If it is from valid to all zero, vtd_dev_get_pe_from_pasid() should
return non-zero. Then it would keep "remove"=true and pasid_cache_gen=0.
Unbind will be added with bind in patch 15. Here just handle the cached
pasid entry within vIOMMU.

0015-intel_iommu-bind-unbind-guest-page-table-to-host.patch

> 
> > +                    /*
> > +                     * TODO: when pasid-base-iotlb(piotlb) infrastructure 
> > is
> > +                     * ready, should invalidate QEMU piotlb togehter with 
> > this
> > +                     * change.
> > +                     */
> > +                }
> > +            }
> > +        }
> > +    }
> > +
> > +    return remove;
> 
> In summary, IMHO this chunk could be clearer if like this:
> 
>   ... (continues with above pesudo code)
> 
>   ret = vtd_dev_get_pe_from_pasid(..., &pe);
>   if (ret) {
>     goto remove;
>   }
>   // detected correct pasid entry
>   if (!vtd_pasid_entry_compare(&pe, ...)) {
>      // pasid entry changed
>      if (vtd_pasid_cleared(&pe)) {
>        // the pasid is cleared to all zero, drop
>        goto remove;
>      }
>      // a new pasid is setup
> 
>      // Send UNBIND if cache valid
>      ...
>      // Send BIND
>      ...
>      // Update cache
>      pc_entry->pasid_entry = pe;
>      pc_entry->pasid_cache_gen = s->pasid_cache_gen;
>   }
> 
> remove:
>   // Send UNBIND if cache valid
>   ...
>   return true;

yep, I can do it. nice idea. :-)

> I feel like you shouldn't bother checking against
> vtd_bus->dev_ic[devfn] at all here because if that was set then it
> means we need to pass these information down to host, and it'll be
> checked automatically because when we send BIND/UNBIND event we'll
> definitely check that too otherwise those events will be noops.

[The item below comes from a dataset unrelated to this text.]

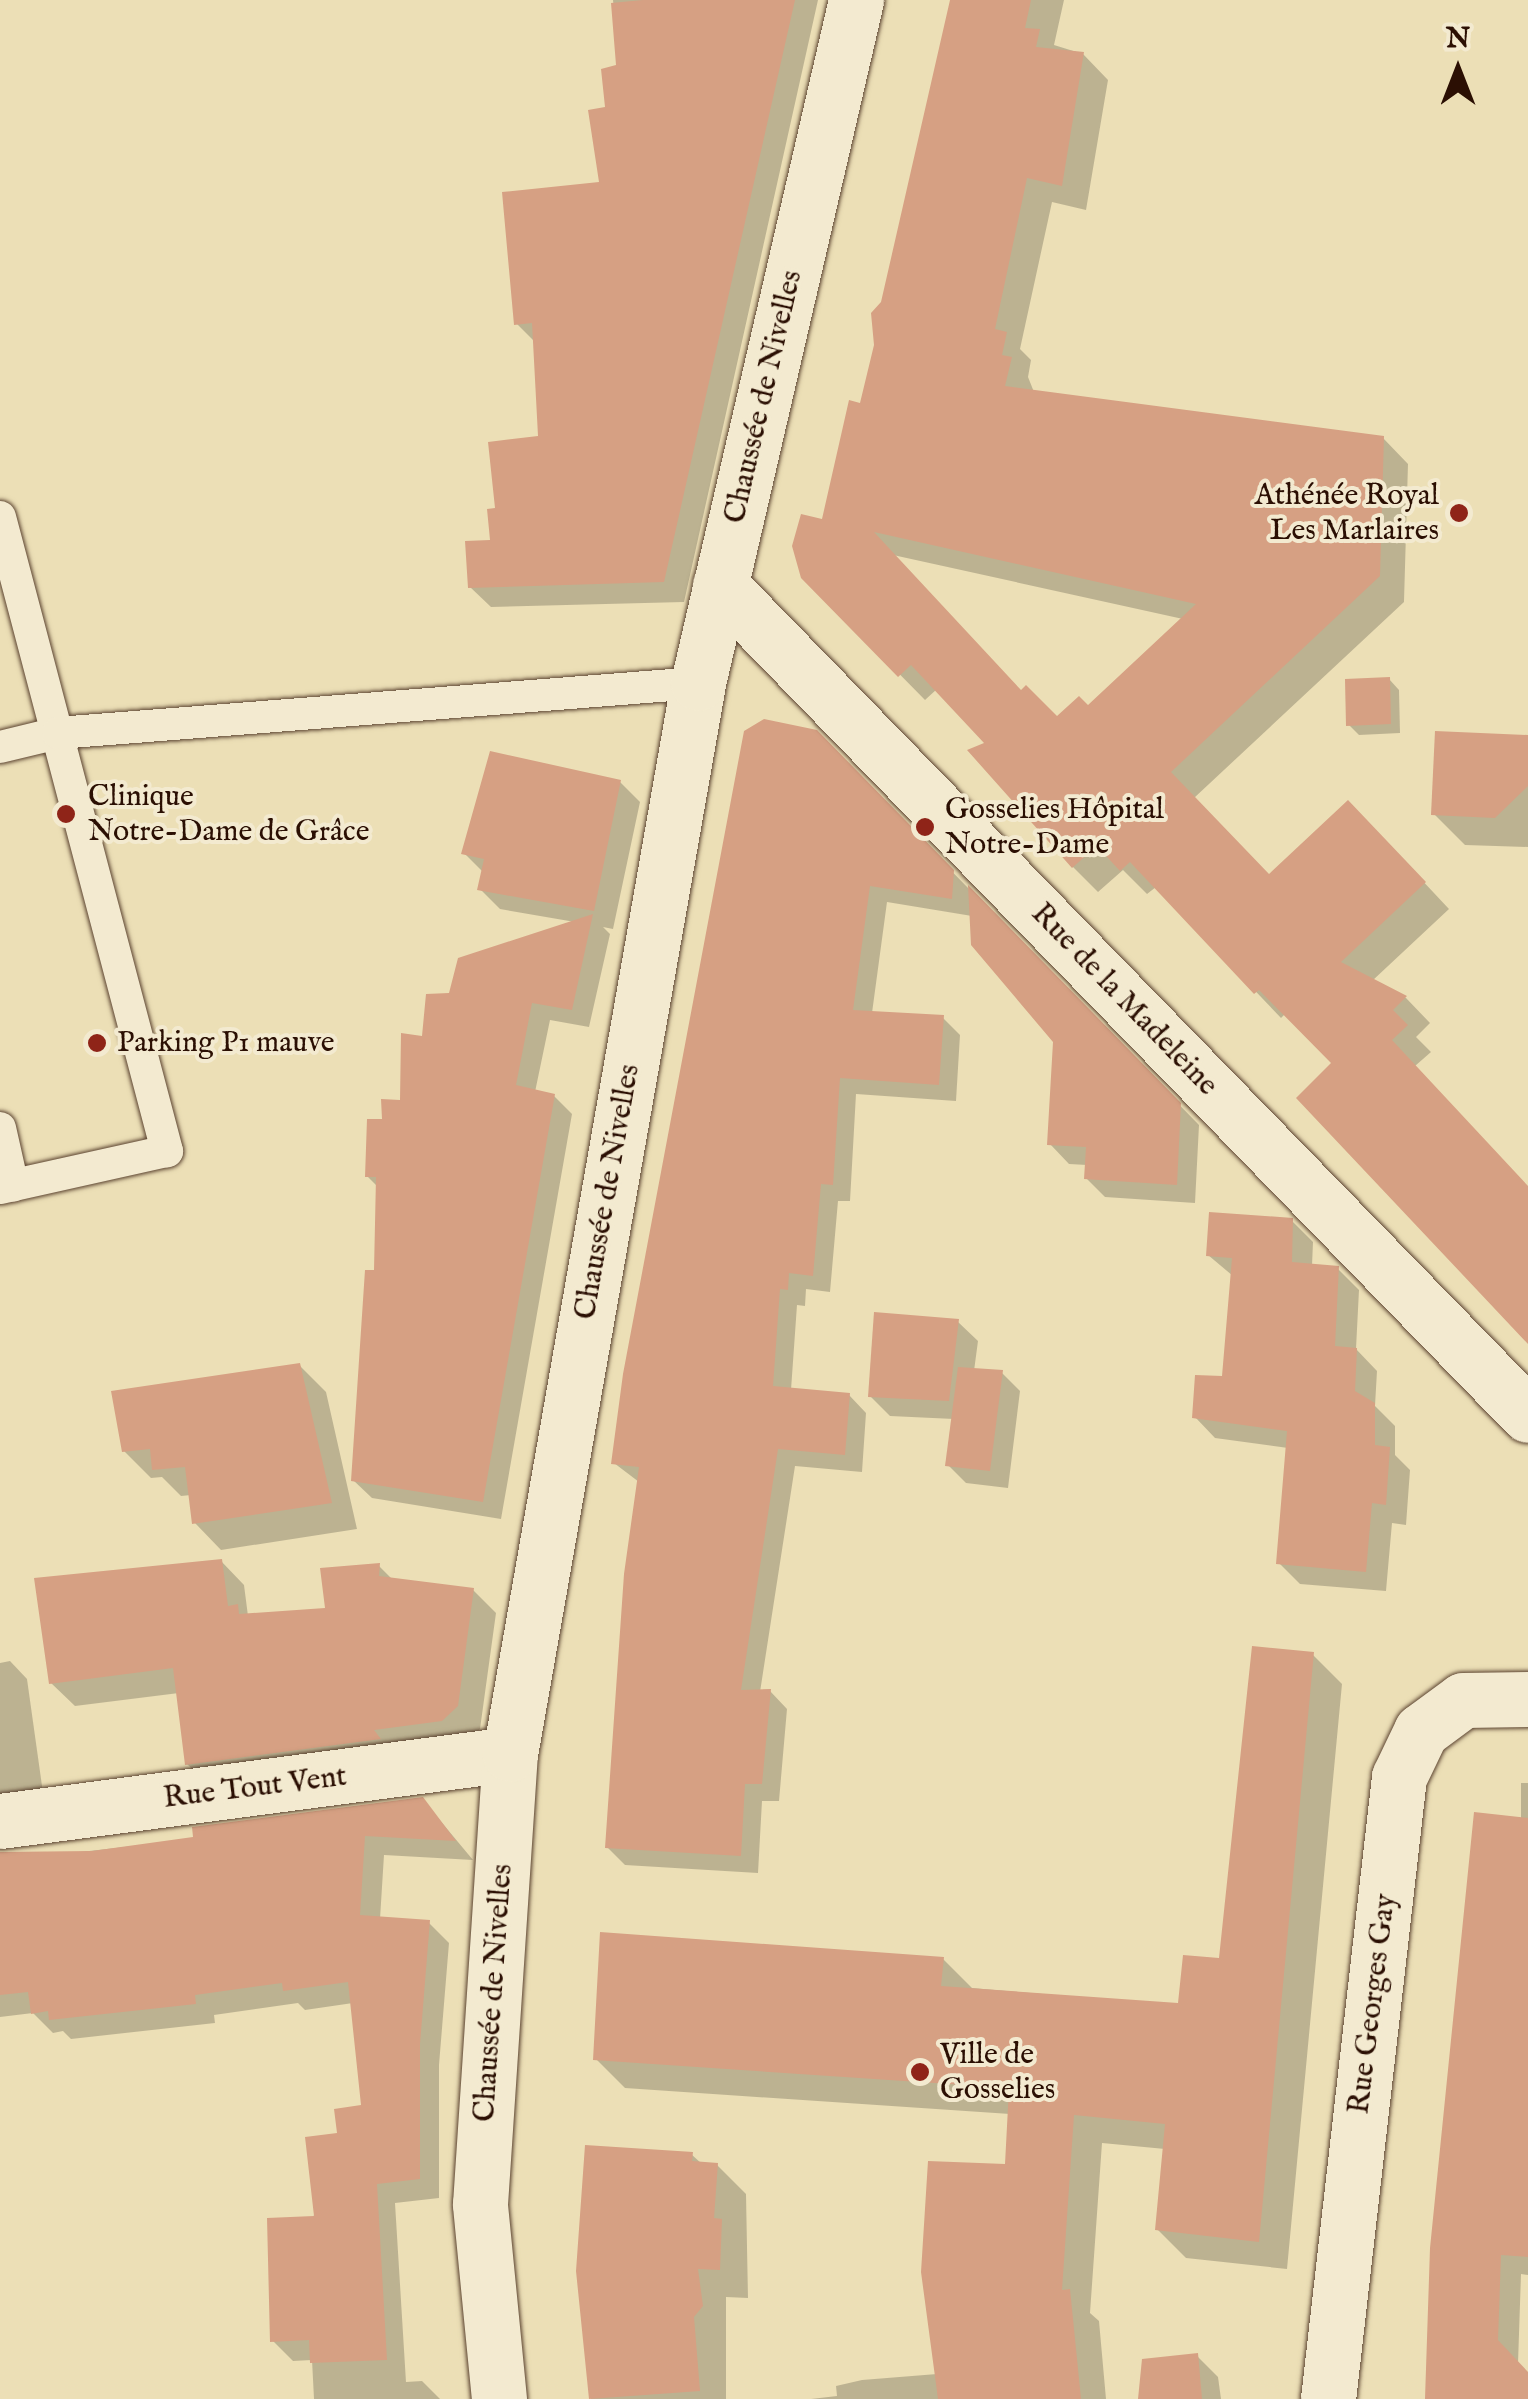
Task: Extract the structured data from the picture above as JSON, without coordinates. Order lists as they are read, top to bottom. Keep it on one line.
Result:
{"streets":{"main road":["Chaussée de Nivelles","Rue de la Madeleine","Rue Tout Vent","Rue Georges Gay"]},"crossings":[["Chaussée de Nivelles","Rue de la Madeleine"],["Chaussée de Nivelles","Rue Tout Vent"]],"places":["Athénée Royal Les Marlaires","Clinique Notre-Dame de Grâce","Gosselies Hôpital Notre-Dame","Parking P1 mauve","Ville de Gosselies"],"north":"top"}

I need it. Because I want to differ passthru devices and emulated
devices. Ideally, emulated devices won't have vtd_bus->dev_ic[devfn].

> > +}
> > +
> >  static int vtd_pasid_cache_dsi(IntelIOMMUState *s, uint16_t domain_id)
> >  {
> > +    VTDPASIDCacheInfo pc_info;
> > +
> > +    trace_vtd_pasid_cache_dsi(domain_id);
> > +
> > +    pc_info.flags = VTD_PASID_CACHE_DOMSI;
> > +    pc_info.domain_id = domain_id;
> > +
> > +    /*
> > +     * Loop all existing pasid caches and update them.
> > +     */
> > +    vtd_iommu_lock(s);
> > +    g_hash_table_foreach_remove(s->vtd_pasid_as, vtd_flush_pasid, 
> > &pc_info);
> > +    vtd_iommu_unlock(s);
> > +
> > +    /*
> > +     * TODO: Domain selective PASID cache invalidation
> > +     * may be issued wrongly by programmer, to be safe,
> 
> IMHO it's not wrong even if the guest sends that, because logically
> the guest can send invalidation as it wishes, and we should have
> similar issue before on the 2nd level page table invalidations... and
> that's why we need to keep the iova mapping inside qemu I suppose...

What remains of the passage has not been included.